Funding was lead by BlackRock with “significant participation,” according to the press release, from new Baillie Gifford, Fidelity Management & Research Company LLC, Koch Strategic Platforms, Monashee Investment Management, and Uncorrelated Ventures. Existing investors Andreessen Horowitz, Venrock, Fifty Years, ACE Early Stage Partners, Harpoon Ventures, Indicator Fund, Industry Ventures, Jaan Tallinn, Jeff Dean, Jerry Yang’s AME Cloud, Jude Gomila, Refactor Capital, Rising Tide Fund, SOMA Capital, and “others” also participated in the third round of funding.
Astranis is unique among the wave of New Space companies, a start-up building “Micro GEO” geosynchronous Earth orbit (GEO) satellites much smaller than traditional GEO communications spacecraft. Weighing in at 350 kilograms, about 20 times less in mass, the satellites can be built and launches at a fraction of the cost of the $300-$500 million spacecraft that have dominated the GEO world for decades.

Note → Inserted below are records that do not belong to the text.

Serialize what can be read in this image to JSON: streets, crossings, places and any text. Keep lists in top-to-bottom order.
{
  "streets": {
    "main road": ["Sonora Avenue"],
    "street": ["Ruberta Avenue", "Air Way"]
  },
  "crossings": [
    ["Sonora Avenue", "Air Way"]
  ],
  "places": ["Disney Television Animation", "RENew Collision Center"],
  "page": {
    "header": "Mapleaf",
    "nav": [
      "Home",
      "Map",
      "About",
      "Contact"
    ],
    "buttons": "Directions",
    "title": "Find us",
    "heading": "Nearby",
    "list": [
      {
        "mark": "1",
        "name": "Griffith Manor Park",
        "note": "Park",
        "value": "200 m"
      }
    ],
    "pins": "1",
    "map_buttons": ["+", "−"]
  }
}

“We are solving one of the biggest problems facing the world today,” said Astranis co-founder and CEO John Gedmark. “Four billion people do not have reliable access to broadband internet. Getting connectivity to those who need it the most changes lives in a profound way. It empowers people to take control of their health, education, and economic situation. We’re talking about something that is now absolutely part of the base of the hierarchy of needs.”
The latest round of funding will be used to “significantly expand” production of the Astranis platform, suggesting there are several customers that have expressed real interest in purchasing satellites. Money will also go into accelerating development of the company’s software-defined radio technology.
Astranis plans to own and operate its satellites, offering them to customers as a turn-key solution so it can deliver bandwidth-as-a-service with dedicated satellites for small and medium-sized countries, Fortune 500 companies, existing satellite operators and “other customers” – while the company doesn’t say this could include military buyers that need gap-filler and/or surge capacity around the world.
The company in the process of getting its first satellite launched to provide broadband services to Alaska. Astranis expects to launch it later this year, a delay from initial plans to have it in orbit by 2020 and perhaps just in the nick of time. SpaceX Starlink is going to conduct at least one launch of polar-orbiting satellites per month starting over the summer, OneWeb plans to offer broadband services to northern regions by the end of this year, and Telesat is ramping up operations for broadband by 2023-2024. Exactly how GEO and LEO will fit together is an area of much debate among established satellite operators, since they have invested billions of dollars in large GEO satellites over the decades. Micro GEO satellites could provide a more rapid path to delivering affordable broadband over larger geographic areas that don’t have near-term fiber plans.